▶ [Extracted records]
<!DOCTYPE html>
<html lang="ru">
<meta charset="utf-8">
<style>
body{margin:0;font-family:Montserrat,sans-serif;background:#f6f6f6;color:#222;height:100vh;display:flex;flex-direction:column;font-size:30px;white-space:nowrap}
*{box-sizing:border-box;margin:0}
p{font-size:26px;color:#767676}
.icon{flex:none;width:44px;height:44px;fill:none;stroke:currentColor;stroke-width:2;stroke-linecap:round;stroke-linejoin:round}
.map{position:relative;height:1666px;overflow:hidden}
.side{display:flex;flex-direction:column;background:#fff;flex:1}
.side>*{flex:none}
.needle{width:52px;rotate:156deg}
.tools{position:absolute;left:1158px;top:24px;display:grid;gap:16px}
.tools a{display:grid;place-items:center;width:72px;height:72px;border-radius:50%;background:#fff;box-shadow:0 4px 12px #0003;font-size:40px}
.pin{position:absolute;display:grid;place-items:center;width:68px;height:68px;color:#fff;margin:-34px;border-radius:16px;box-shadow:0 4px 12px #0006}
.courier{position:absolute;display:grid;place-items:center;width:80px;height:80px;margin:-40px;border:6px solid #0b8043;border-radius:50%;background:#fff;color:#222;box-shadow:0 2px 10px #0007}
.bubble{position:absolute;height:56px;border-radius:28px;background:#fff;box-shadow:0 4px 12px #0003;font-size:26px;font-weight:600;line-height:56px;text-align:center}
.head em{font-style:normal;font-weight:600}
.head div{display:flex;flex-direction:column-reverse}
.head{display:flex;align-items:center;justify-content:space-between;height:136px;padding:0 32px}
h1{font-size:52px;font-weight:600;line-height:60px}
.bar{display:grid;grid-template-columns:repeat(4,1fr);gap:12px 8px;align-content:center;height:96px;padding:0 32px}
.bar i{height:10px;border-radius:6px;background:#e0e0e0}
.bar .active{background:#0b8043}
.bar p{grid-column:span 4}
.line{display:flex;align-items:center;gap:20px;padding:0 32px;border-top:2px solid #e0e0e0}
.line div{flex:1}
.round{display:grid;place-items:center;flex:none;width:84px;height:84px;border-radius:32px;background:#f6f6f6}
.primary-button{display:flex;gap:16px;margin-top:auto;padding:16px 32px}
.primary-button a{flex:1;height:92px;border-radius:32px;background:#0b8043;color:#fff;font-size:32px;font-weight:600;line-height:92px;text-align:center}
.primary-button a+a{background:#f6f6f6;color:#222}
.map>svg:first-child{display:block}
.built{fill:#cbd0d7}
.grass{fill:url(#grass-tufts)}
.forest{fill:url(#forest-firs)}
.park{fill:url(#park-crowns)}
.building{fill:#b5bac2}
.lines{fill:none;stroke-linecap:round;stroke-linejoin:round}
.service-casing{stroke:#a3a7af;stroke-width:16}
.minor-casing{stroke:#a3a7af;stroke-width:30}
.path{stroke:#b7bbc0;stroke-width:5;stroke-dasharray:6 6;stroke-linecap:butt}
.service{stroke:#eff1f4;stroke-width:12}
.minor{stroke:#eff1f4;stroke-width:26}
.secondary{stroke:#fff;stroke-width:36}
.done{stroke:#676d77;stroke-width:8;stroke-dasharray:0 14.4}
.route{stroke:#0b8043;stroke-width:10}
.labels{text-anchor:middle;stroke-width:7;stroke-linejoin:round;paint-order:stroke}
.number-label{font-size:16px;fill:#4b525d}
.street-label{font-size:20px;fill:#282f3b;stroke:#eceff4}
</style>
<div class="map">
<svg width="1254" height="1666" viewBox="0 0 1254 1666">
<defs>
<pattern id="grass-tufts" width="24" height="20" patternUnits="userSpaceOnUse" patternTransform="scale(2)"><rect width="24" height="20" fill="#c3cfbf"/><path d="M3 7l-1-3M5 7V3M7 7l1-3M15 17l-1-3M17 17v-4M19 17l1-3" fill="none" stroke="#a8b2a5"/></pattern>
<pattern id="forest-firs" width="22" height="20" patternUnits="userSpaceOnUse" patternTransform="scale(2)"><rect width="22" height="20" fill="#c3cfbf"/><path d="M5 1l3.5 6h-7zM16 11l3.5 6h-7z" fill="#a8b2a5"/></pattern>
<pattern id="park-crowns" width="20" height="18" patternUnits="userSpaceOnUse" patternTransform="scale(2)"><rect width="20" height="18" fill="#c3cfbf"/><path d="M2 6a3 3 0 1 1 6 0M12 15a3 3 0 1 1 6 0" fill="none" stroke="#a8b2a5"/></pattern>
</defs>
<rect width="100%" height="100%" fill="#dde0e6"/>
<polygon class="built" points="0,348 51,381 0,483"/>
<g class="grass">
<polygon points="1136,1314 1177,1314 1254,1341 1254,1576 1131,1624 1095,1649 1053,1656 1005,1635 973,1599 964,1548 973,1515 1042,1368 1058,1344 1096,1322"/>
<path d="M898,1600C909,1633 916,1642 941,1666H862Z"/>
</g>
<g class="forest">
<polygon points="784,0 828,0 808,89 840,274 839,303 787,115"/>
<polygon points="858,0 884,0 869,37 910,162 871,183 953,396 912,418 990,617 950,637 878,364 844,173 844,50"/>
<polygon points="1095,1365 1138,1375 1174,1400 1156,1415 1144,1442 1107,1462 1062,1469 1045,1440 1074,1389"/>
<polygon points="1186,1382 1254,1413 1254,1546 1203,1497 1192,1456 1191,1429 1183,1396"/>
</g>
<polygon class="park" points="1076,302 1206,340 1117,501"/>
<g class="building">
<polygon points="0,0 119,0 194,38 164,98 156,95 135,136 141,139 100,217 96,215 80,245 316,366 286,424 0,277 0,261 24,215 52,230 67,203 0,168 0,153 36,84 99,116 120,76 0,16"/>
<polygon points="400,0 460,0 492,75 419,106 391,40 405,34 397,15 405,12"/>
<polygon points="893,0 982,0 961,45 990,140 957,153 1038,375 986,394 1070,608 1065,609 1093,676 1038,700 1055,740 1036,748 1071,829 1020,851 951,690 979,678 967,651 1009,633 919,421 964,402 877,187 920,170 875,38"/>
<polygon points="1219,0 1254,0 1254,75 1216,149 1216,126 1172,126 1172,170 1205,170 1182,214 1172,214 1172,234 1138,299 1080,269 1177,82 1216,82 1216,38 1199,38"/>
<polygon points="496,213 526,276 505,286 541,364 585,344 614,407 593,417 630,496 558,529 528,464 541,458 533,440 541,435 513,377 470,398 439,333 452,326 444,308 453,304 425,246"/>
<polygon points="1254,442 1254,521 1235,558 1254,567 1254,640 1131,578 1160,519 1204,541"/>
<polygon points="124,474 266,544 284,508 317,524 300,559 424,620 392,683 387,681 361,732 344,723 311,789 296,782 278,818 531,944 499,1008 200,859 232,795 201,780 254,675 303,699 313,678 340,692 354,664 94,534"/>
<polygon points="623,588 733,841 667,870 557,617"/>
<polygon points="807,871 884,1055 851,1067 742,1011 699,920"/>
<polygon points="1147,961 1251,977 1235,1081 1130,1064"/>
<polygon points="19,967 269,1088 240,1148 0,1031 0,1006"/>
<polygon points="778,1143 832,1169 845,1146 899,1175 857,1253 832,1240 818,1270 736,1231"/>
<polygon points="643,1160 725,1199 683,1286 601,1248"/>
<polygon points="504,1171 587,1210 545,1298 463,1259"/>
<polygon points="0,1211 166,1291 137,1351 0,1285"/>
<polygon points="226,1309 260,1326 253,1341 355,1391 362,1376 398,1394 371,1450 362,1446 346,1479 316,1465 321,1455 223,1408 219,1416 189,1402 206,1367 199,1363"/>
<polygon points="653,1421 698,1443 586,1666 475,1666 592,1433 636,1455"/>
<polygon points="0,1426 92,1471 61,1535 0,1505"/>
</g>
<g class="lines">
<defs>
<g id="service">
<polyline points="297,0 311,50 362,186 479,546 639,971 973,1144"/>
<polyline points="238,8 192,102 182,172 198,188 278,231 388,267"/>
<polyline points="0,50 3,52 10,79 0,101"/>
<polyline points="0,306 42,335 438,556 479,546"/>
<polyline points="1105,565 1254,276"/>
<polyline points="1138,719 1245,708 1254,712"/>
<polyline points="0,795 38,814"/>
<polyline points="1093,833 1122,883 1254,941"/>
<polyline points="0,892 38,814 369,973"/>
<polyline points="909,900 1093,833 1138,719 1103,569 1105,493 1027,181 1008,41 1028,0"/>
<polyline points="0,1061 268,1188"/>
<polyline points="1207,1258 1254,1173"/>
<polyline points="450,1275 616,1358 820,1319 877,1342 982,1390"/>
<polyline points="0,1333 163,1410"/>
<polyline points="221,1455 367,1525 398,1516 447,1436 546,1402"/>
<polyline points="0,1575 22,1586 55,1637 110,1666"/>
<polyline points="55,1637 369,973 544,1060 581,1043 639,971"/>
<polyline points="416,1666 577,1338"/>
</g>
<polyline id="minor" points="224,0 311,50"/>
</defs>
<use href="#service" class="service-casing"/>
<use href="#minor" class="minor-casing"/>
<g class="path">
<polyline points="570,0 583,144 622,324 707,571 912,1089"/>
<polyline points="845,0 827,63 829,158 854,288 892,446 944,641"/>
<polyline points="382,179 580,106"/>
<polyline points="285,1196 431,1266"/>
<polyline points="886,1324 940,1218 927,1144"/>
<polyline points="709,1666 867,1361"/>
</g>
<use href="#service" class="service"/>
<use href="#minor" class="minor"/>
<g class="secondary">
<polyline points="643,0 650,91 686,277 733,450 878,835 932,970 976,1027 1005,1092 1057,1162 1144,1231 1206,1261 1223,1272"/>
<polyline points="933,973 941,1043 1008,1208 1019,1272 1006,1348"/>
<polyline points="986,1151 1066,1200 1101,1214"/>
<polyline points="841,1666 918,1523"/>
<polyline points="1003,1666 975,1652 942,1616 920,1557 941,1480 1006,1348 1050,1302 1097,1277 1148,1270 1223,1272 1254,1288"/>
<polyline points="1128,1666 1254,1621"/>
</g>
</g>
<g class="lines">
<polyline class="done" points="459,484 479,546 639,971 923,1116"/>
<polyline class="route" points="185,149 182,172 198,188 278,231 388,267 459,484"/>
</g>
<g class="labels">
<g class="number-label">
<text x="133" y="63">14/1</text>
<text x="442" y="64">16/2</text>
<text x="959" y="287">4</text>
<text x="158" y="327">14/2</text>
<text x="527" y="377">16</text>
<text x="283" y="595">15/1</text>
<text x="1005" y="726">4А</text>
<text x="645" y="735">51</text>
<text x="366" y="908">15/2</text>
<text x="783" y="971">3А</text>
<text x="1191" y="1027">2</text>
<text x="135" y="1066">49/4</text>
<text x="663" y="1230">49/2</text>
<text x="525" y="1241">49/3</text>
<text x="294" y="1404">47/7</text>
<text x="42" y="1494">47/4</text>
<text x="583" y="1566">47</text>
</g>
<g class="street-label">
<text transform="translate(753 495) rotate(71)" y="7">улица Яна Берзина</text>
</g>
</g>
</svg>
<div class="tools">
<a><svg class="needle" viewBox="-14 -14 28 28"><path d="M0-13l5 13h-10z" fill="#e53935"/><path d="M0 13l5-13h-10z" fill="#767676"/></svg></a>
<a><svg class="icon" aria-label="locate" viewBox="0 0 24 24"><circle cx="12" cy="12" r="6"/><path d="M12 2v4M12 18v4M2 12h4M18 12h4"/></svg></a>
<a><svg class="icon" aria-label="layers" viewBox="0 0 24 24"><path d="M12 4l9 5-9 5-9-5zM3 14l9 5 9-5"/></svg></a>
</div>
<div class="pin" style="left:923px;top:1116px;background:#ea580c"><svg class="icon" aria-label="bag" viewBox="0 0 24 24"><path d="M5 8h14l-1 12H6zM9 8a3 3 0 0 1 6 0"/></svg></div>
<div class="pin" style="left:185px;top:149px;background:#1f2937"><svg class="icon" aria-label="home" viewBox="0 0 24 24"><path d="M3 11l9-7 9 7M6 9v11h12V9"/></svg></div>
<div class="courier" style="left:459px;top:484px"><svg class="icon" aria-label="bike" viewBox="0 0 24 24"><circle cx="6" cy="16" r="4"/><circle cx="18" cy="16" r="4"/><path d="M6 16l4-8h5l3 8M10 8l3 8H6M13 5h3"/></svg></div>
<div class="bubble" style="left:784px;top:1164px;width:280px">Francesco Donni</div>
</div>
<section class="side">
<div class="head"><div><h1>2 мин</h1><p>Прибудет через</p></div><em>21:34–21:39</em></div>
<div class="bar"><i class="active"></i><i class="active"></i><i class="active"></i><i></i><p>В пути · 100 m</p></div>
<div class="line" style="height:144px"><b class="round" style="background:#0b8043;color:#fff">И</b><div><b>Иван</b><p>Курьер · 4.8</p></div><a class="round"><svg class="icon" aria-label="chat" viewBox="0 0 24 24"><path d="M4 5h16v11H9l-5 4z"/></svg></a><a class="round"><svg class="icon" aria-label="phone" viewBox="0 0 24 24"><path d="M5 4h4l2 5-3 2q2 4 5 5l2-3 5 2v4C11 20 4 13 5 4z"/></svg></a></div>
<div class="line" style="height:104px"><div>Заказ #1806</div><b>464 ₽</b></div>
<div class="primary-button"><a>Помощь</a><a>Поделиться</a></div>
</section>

▶ [Exercise] Scan the material and collect every line that contains "casing".

▶ [Solution for this problem]
.service-casing{stroke:#a3a7af;stroke-width:16}
.minor-casing{stroke:#a3a7af;stroke-width:30}
<use href="#service" class="service-casing"/>
<use href="#minor" class="minor-casing"/>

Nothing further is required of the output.